It was true, and after spending the morning and afternoon around his spiritual form and interacting with the ghost of an older man she’d stumbled across in the hallway after going to the bathroom earlier, she was starting to feel the first signs of low blood sugar.
She’d need to eat something much more substantial when she got home, but she settled on demolishing a bag of Cheetos and a Snickers bar, happily sitting next to Asher when he shifted over to make room for her.
“It will be nice not to get shaky and nauseous anymore when I’m around you for too long,” she said after her last bite of the Snickers.
“I certainly hope not,” he replied. “Making girls nauseous isn’t exactly something to brag about.”
Riley chuckled. “You’re ridiculous.”
“Not nearly as ridiculous as mayonnaise sandwiches,” he pointed out with a tired grin.
“True,” she murmured before resting her head on his shoulder.
He wrapped his arm around her and pulled her close. She wasn’t sure when or how they fell asleep, but that’s how Asher’s parents and Riley’s mother found them. She was too tired to be embarrassed, and Asher barely stirred when she climbed out of the bed.
“Ready to go home?” Edith asked quietly.
Riley smothered a yawn and nodded. She looked at Asher one last time. His lips were parted in his sleep, and despite everything he’d been through, he looked peaceful, calm. His parents had moved to sit beside him, their eyes locked onto him with wonder.
Riley knew how much this meant to Asher’s parents, but she also knew how significant it was for him. His parents were looking at him, seeing him, and when his mom gently placed her hand over her son’s, her hand didn’t pass through his. It was perhaps the best sight that Riley had ever witnessed.
34
Asher hadn’t realized how much he’d missed food until the taste of bacon hit his tongue the next morning. He’d gone weeks without eating, but he’d been too preoccupied with missing his family and friends to miss something as trivial as food. However, when he had that first bite of bacon, he was pretty sure he heard fireworks going off. It was that good. Nowhere near as perfect as the taste of Riley’s lips, but amazing nonetheless.
Speaking of Riley, Asher wondered if she’d come and visit him. He’d fallen asleep before he could get another moment alone with her, and it wasn’t as though he had her number to call her. He needed to thank her again, and he wanted to ask her how her cheek was. And, if Asher were honest, he also wanted to pick up where they’d left off when Chris and Ella had interrupted them.
He’d do just about anything to get out of the hospital right then and there and drive to her house. He could picture walking into her bedroom, marching right up to her, and thanking her by lifting her off her feet and kissing her until she was panting against his lips.
He’d pull back, tug her earlobe between his teeth, and breathe in the scent of her shampoo—the subtle smell of berries had hit his nose the previous day for the first time, but he already loved it. Smell was another sense that he hadn’t realized how much he’d missed.
Then he’d move them to the bed and lower his mouth to the curve of her neck, kissing his way down her body until he reached—
“Asher?”
He blinked, bringing himself back to the present. “Sorry, what were you saying?” he asked the detective who’d shown up at Ella’s house after the incident with the watch.

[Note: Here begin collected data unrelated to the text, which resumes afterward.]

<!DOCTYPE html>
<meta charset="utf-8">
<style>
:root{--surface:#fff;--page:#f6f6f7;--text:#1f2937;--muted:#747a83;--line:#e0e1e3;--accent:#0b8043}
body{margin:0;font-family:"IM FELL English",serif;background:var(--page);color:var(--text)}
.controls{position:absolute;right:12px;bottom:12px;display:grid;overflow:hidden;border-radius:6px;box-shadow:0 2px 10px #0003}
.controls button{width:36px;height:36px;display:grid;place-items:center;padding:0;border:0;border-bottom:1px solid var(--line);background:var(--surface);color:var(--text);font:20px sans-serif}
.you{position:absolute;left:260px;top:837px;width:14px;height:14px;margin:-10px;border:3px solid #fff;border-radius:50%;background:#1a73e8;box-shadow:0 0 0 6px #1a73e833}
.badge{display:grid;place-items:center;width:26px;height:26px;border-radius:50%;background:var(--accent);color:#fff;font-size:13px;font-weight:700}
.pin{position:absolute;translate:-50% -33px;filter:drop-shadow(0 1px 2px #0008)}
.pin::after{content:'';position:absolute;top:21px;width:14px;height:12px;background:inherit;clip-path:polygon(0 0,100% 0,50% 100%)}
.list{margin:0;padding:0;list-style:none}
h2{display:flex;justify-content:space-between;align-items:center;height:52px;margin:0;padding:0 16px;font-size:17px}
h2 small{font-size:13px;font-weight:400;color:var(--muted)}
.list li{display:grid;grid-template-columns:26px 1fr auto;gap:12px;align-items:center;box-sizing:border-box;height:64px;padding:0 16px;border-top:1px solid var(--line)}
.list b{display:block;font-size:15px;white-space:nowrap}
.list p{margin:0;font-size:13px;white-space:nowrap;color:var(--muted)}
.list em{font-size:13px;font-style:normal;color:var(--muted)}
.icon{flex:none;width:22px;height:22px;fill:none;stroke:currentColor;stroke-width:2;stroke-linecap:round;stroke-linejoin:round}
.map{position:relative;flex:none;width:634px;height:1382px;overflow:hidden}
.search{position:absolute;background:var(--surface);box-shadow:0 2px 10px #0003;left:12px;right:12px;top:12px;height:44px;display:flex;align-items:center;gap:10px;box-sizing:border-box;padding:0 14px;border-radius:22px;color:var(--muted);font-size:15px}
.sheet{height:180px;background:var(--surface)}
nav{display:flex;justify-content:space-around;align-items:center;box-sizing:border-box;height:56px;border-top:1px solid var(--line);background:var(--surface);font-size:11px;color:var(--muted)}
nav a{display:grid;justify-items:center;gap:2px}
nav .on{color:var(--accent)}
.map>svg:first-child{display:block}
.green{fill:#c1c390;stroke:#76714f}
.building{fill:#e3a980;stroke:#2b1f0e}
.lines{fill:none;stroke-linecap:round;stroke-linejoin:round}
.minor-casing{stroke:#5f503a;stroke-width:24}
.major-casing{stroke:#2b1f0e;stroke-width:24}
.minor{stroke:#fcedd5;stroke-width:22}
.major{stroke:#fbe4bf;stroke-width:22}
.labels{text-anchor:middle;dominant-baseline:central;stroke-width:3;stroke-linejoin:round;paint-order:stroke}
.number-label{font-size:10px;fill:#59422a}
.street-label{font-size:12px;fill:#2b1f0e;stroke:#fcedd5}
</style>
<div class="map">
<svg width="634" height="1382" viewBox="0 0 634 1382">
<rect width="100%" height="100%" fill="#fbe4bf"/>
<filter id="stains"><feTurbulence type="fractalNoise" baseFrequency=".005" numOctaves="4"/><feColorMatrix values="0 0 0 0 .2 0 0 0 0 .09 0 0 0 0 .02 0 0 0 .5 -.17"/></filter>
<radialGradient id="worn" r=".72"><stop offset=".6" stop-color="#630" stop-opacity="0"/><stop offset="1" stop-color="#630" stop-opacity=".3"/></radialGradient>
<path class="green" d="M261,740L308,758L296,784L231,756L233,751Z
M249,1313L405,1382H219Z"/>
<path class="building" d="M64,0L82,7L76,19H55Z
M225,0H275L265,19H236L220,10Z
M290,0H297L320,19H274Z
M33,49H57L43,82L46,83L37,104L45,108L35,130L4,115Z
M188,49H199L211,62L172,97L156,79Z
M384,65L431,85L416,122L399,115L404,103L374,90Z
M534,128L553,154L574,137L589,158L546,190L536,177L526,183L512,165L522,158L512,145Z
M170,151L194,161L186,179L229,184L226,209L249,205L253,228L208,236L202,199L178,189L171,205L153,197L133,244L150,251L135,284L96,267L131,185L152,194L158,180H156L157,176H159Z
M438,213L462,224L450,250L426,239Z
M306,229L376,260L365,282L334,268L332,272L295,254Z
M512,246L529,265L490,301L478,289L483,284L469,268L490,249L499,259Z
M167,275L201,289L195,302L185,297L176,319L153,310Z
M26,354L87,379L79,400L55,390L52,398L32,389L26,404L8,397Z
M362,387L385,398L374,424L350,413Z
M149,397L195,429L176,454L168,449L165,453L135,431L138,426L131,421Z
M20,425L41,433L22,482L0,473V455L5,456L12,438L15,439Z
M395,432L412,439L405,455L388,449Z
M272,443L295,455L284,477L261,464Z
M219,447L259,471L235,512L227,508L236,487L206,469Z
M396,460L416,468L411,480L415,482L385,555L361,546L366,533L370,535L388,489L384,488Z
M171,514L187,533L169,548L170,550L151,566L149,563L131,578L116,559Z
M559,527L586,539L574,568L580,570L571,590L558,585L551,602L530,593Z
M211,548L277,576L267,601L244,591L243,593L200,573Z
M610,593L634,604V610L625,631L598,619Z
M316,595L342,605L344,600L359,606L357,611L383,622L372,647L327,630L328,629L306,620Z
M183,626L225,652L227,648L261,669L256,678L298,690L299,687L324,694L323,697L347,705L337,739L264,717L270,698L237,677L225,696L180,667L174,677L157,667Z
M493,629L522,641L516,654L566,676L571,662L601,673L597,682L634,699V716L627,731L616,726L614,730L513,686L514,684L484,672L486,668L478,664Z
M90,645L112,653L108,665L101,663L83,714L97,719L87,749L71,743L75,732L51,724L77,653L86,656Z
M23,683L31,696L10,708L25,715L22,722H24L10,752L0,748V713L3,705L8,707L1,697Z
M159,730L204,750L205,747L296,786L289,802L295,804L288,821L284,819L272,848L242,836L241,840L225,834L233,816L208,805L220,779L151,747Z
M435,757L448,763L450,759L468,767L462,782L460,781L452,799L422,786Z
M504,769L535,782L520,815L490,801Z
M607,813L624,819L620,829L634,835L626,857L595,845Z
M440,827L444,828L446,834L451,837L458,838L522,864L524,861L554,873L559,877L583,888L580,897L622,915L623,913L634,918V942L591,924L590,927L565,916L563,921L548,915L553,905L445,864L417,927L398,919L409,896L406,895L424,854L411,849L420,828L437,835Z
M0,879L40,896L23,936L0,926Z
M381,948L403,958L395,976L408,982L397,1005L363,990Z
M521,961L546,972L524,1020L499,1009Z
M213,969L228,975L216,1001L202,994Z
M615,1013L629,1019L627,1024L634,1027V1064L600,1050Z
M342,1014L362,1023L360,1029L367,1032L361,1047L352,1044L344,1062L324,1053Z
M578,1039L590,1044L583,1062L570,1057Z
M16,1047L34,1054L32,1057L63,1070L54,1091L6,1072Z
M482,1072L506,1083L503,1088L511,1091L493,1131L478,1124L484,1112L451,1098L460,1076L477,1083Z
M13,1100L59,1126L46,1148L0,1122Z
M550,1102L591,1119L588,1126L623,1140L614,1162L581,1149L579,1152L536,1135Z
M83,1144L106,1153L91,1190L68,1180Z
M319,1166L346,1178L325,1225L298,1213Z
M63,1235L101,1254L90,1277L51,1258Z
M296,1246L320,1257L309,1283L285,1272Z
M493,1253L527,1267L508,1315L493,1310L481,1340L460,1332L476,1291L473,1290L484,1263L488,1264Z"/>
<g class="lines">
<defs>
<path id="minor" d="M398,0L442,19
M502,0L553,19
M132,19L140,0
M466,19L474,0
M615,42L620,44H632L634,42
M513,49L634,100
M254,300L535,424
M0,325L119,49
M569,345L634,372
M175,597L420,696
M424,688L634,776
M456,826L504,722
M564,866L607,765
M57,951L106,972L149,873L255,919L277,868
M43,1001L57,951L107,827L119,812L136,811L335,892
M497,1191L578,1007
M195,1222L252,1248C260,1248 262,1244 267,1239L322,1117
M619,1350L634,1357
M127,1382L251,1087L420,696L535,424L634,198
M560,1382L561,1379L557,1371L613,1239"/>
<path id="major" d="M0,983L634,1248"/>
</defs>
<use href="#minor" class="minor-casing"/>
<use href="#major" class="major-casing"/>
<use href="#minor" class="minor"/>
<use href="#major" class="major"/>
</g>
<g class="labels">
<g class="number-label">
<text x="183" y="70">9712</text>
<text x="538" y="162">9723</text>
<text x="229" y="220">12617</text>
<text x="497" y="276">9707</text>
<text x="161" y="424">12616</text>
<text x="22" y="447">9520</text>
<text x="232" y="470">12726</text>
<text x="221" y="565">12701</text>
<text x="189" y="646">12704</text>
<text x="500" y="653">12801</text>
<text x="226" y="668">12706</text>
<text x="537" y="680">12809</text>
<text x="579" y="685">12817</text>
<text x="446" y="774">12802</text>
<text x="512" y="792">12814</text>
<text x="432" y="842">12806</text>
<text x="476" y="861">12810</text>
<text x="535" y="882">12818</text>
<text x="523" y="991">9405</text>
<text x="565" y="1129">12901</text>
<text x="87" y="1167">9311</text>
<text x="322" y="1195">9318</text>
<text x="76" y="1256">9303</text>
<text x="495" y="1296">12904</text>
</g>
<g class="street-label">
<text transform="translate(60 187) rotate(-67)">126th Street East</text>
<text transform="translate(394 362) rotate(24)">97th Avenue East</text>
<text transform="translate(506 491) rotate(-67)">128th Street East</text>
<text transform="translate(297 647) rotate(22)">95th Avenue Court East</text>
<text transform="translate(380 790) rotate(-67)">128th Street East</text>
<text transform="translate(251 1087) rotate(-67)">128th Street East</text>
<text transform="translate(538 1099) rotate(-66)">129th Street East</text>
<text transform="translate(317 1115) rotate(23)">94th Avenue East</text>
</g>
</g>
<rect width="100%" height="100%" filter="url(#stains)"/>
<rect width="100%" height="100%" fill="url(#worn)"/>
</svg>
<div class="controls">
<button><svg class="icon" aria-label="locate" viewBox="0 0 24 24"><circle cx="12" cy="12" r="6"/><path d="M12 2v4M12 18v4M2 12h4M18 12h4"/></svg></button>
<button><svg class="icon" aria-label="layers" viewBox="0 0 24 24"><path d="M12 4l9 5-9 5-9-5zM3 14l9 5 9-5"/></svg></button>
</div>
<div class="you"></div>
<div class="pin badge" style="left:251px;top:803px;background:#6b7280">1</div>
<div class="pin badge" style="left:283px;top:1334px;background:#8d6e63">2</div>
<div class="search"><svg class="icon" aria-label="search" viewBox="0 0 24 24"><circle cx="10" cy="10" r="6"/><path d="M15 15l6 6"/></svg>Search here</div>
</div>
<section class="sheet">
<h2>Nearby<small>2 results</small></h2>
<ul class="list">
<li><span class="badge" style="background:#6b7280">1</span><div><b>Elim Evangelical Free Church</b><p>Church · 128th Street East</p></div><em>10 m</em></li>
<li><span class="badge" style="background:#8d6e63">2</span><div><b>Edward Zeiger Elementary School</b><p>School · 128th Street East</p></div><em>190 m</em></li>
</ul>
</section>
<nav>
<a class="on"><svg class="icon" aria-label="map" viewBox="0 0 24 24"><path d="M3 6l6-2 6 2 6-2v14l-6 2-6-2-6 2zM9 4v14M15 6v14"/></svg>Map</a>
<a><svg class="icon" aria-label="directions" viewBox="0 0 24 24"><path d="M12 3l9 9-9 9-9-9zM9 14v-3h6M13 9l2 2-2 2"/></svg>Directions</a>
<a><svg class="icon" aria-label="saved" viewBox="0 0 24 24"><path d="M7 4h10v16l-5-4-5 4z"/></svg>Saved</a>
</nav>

He’d come by to ask a few more questions, and Asher really should have been paying more attention.
“Did he ever tell you what he was planning to do with you?”
“He never said, but based on the fact that he kept me tied up and gagged in the middle of a pentagram, I’m thinking something along the lines of a human sacrifice.”
“Right,” the man said, his tone conveying how crazy he found the whole thing. “Now, you said you were gagged, but your friends said they heard you scream. How do you explain that?”
He shrugged. “I managed to get the gag out when I heard people upstairs.”
“I see. And how do you explain that you have no marks on your wrists or ankles from being tied up?”
Asher had to hand it to the man. He was a good detective. Maybe too good, considering the circumstances.
“Is my son a suspect now, Detective Perez?” Asher’s father asked from the other side of the room, where he and Asher’s mom sat on chairs.
“Dad, it’s okay,” Asher said, knowing it would only make the detective more suspicious if they got cagey. “I don’t have marks on my wrists and ankles because after a few days of taking blood and giving me almost nothing to eat, I was too weak to do much more than lie there, so he loosened the knots.”
It was the best he could come up with, but by the way the detective’s eyebrows arched, Asher didn’t think it had been good enough.
“And your friend, Ella, never mentioned this pen-pal to you before? Doesn’t that seem odd? You two are close, aren’t you?”